Give back the records that follow exactly, images excluded.

Segment Start: DATASET CONTENT

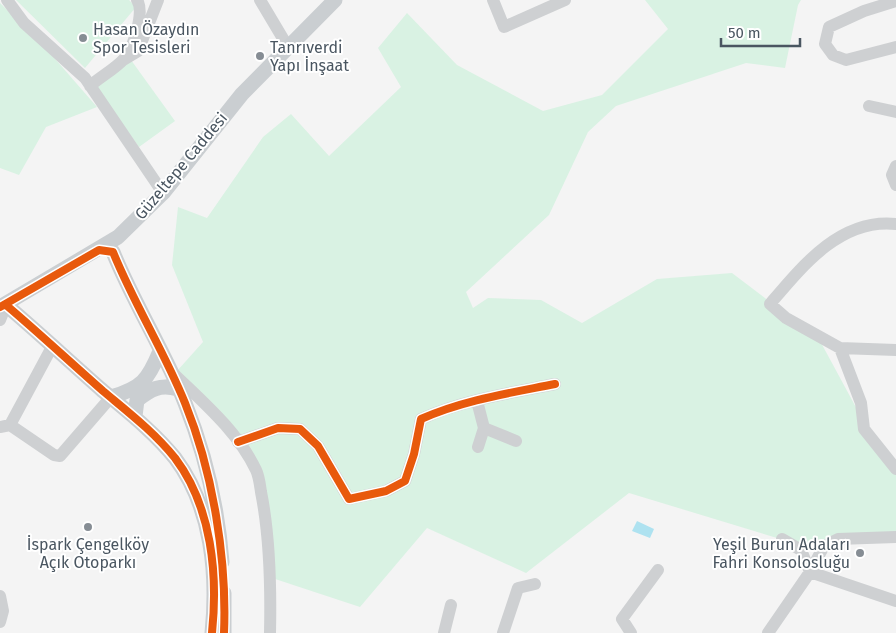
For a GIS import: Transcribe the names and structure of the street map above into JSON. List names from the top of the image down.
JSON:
{
  "streets": {
    "main road": ["Güzeltepe Caddesi"]
  },
  "places": [
    "Hasan Özaydın Spor Tesisleri",
    "Tanrıverdi Yapı İnşaat",
    "İspark Çengelköy Açık Otoparkı",
    "Yeşil Burun Adaları Fahri Konsolosluğu"
  ],
  "scale_bar": "50 m"
}
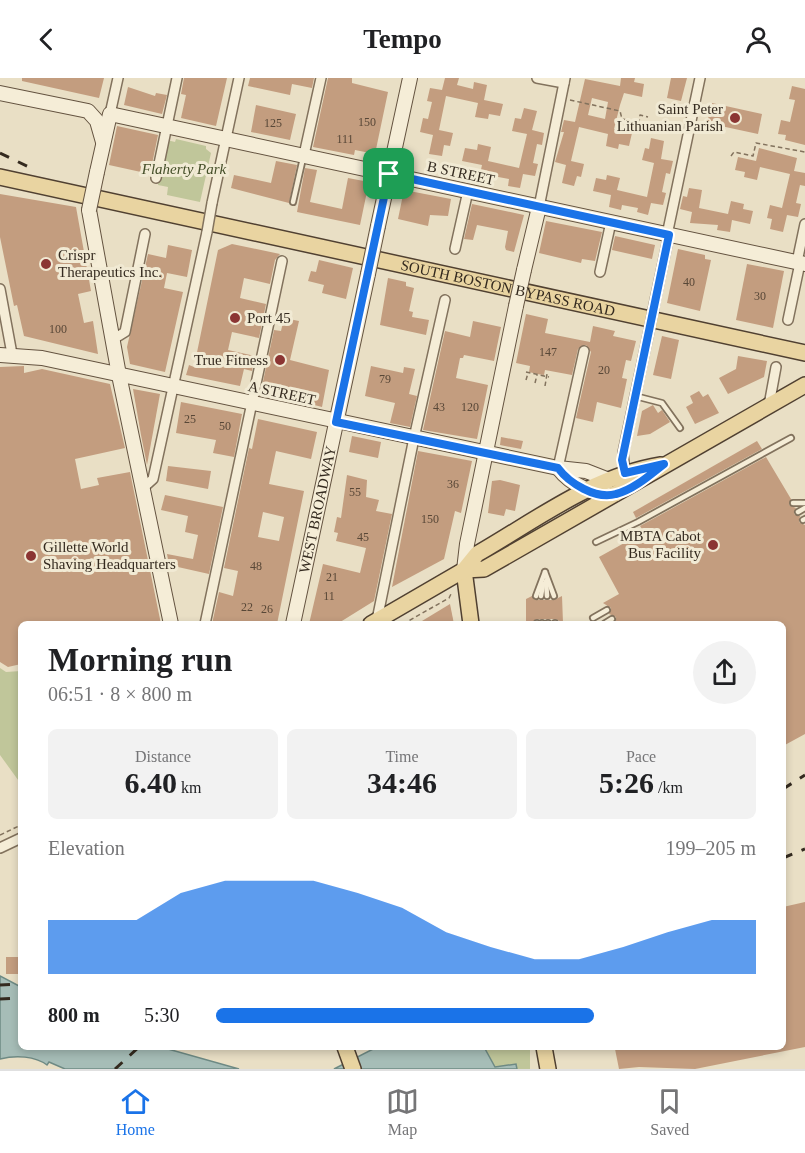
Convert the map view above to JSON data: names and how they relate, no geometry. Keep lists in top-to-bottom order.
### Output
{
  "streets": {
    "main road": [
      "B STREET",
      "SOUTH BOSTON BYPASS ROAD",
      "A STREET",
      "WEST BROADWAY"
    ]
  },
  "crossings": [
    ["B STREET", "WEST BROADWAY"],
    ["A STREET", "WEST BROADWAY"]
  ],
  "parks": ["Flaherty Park"],
  "places": [
    "Saint Peter Lithuanian Parish",
    "Crispr Therapeutics Inc.",
    "Port 45",
    "True Fitness",
    "MBTA Cabot Bus Facility",
    "Gillette World Shaving Headquarters"
  ],
  "house_numbers": [
    "150",
    "125",
    "111",
    "40",
    "30",
    "100",
    "147",
    "20",
    "79",
    "43",
    "120",
    "25",
    "50",
    "36",
    "55",
    "150",
    "45",
    "48",
    "21",
    "11",
    "22",
    "26"
  ],
  "page": {
    "header": "Tempo",
    "heading": ["Morning run", "06:51 · 8 × 800 m"],
    "stats": [
      ["Distance", "6.40 km"],
      ["Time", "34:46"],
      ["Pace", "5:26 /km"]
    ],
    "chart": ["Elevation", "199–205 m"],
    "list": [
      {
        "name": "800 m",
        "note": "5:30"
      }
    ],
    "tabs": ["Home", "Map", "Saved"]
  }
}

Segment End: DATASET CONTENT

» EXERCISE OUTPUT
For a GIS import: Transcribe the names and structure of the street map above into JSON. List names from the top of the image down.
JSON:
{
  "streets": {
    "main road": ["Güzeltepe Caddesi"]
  },
  "places": [
    "Hasan Özaydın Spor Tesisleri",
    "Tanrıverdi Yapı İnşaat",
    "İspark Çengelköy Açık Otoparkı",
    "Yeşil Burun Adaları Fahri Konsolosluğu"
  ],
  "scale_bar": "50 m"
}
Convert the map view above to JSON data: names and how they relate, no geometry. Keep lists in top-to-bottom order.
### Output
{
  "streets": {
    "main road": [
      "B STREET",
      "SOUTH BOSTON BYPASS ROAD",
      "A STREET",
      "WEST BROADWAY"
    ]
  },
  "crossings": [
    ["B STREET", "WEST BROADWAY"],
    ["A STREET", "WEST BROADWAY"]
  ],
  "parks": ["Flaherty Park"],
  "places": [
    "Saint Peter Lithuanian Parish",
    "Crispr Therapeutics Inc.",
    "Port 45",
    "True Fitness",
    "MBTA Cabot Bus Facility",
    "Gillette World Shaving Headquarters"
  ],
  "house_numbers": [
    "150",
    "125",
    "111",
    "40",
    "30",
    "100",
    "147",
    "20",
    "79",
    "43",
    "120",
    "25",
    "50",
    "36",
    "55",
    "150",
    "45",
    "48",
    "21",
    "11",
    "22",
    "26"
  ],
  "page": {
    "header": "Tempo",
    "heading": ["Morning run", "06:51 · 8 × 800 m"],
    "stats": [
      ["Distance", "6.40 km"],
      ["Time", "34:46"],
      ["Pace", "5:26 /km"]
    ],
    "chart": ["Elevation", "199–205 m"],
    "list": [
      {
        "name": "800 m",
        "note": "5:30"
      }
    ],
    "tabs": ["Home", "Map", "Saved"]
  }
}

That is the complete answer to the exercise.